What about sending over large CLOB data? Can Melta...
# best-practices
p
What about sending over large CLOB data? Can Meltano/Singer do this? I have some cases of large documents stored in CLOB columns in database where fields may have many MB. I saw 40 MB in one case, but I do not know what is the upper limit. How does this translate to Meltano and Singer limitations? Will I hit some hard-coded limits? As I understand, all data is being sent as JSON. I don't think JSON specification itself has any limit, but I imagine that there may be practical issues with how particular python handle large data including buffering and other issues. Please share best practices and if you know of practical limitations, please share them. Scenario: I am copying from tap-oracle to target-oracle. I see that target-oracle does not handle CLOBS correctly: it translates them to VARCHAR. I saw the client is hard-coded to use thin client. I am thinking to follow advice from @Edgar Ramírez (Arch.dev) and fork it to use thick client rather than thin, hoping this resolves the issue. But I assume I might hit various other issues down the road. Maybe the translation from CLOB to VARCHAR is not a mistake, but a way to overcome some problem? Before going too far and hitting some wall, I want to check what is awaiting me there.

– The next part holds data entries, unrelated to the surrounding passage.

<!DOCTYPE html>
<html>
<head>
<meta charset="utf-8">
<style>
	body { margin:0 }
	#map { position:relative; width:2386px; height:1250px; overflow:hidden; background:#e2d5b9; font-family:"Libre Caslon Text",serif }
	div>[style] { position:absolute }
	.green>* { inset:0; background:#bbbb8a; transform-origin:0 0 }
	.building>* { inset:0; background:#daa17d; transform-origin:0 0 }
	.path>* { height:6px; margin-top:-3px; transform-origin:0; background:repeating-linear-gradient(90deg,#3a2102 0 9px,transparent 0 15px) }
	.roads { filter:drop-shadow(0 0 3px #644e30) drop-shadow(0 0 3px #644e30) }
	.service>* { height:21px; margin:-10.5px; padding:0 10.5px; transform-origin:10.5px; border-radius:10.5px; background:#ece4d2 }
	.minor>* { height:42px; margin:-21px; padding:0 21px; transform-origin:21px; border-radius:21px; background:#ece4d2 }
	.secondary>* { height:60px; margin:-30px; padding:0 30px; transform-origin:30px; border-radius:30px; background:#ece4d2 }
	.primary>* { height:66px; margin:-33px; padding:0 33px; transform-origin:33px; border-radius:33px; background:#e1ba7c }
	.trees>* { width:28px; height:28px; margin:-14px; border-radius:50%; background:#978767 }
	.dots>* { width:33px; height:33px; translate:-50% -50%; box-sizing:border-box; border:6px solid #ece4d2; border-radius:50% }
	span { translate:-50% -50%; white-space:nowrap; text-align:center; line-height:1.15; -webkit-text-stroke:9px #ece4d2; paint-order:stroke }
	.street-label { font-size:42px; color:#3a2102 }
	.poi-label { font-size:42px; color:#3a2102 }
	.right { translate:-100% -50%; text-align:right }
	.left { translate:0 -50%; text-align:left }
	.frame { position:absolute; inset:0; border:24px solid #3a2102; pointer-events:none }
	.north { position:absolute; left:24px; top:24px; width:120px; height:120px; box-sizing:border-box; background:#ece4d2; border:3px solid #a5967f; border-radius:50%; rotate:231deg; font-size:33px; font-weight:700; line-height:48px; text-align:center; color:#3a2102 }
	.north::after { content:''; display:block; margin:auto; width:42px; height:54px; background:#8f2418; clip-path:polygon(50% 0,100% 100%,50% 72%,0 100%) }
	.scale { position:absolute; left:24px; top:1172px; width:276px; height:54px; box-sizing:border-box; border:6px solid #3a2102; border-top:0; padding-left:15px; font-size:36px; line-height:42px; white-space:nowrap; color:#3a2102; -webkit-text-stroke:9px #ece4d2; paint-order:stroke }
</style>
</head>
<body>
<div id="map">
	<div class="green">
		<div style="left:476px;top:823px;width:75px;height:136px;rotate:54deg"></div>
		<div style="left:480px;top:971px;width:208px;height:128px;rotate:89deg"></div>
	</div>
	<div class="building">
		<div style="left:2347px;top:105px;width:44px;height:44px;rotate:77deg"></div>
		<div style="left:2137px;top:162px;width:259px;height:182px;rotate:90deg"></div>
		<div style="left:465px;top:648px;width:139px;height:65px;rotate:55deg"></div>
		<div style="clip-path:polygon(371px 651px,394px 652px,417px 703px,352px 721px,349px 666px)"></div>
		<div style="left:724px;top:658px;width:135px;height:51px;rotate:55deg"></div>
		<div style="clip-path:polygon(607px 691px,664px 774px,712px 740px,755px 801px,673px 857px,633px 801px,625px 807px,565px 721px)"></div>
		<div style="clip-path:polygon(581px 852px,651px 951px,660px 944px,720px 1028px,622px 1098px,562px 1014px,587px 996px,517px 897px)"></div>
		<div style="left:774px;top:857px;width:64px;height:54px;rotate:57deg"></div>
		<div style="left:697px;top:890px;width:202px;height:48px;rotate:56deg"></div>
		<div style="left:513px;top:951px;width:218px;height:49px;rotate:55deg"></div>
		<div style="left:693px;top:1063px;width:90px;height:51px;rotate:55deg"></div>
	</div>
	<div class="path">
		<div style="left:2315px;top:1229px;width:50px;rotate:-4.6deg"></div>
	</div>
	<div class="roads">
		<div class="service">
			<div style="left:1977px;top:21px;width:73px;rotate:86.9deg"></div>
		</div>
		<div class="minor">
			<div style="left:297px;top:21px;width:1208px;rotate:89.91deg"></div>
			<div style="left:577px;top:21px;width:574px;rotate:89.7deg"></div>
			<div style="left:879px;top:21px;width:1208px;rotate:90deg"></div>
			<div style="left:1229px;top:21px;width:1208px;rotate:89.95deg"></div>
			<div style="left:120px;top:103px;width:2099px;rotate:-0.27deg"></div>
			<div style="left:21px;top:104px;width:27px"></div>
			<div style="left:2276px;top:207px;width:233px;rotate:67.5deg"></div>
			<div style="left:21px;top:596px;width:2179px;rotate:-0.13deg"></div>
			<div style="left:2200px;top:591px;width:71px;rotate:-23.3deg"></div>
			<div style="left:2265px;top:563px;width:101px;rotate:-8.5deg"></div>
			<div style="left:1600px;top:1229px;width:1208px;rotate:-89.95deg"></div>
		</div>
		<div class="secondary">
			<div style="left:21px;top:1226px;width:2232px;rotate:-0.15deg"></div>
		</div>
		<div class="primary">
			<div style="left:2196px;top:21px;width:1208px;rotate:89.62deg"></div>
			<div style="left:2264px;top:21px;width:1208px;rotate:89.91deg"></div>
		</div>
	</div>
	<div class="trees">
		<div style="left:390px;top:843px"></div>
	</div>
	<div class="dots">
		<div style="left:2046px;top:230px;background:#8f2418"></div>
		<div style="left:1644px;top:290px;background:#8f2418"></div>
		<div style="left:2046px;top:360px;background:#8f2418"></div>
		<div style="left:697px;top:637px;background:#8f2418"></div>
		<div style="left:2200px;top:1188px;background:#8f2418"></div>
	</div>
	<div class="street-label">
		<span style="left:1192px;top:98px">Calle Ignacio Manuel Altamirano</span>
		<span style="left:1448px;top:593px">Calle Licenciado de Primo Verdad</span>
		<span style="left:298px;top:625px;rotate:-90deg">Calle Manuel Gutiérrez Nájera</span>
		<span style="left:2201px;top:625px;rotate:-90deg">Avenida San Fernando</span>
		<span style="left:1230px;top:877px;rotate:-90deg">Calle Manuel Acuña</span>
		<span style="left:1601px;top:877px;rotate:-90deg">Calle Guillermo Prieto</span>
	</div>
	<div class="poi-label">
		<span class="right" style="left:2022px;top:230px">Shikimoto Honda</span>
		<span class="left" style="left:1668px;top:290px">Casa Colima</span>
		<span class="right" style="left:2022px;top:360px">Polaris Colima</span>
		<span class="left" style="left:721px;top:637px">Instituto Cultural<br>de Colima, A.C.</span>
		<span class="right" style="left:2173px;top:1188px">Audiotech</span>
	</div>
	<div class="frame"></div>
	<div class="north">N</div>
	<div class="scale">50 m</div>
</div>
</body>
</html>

Any feedback is more than welcome.
e
I think Postgres' BYTEA is equivalent to Oracle's CLOB? If so, what target-postgres uses to decide to create a BYTEA column for a field is the presence of
"contentEncoding": "base16"
in the schema. https://github.com/MeltanoLabs/target-postgres/blob/1ffe556b4bfa5369646c43e322c1f46ef60634d9/target_postgres/connector.py#L62-L67 If that's implemented in target-oracle, then it'd be a matter of adding that annotation with the schema extra, or even better update tap-oracle to emit it when discovering the database catalog.
p
No, I think that's equivalent to BLOB. CLOBs are instead, basically very large strings - for instance, it can be a large document, utf-8 encoded. Meanwhile I have done the fork I was talking about and now I am testing. Smaller CLOBs are being copied fine but the table with larger CLOBs (some of them are a few MB) takes forever. The first 10,000 rows took 1 hour... still waiting to complete test. At least no errors seen yet, but I need to somehow optimize this. I will shoot a separate message, as now this is about performance.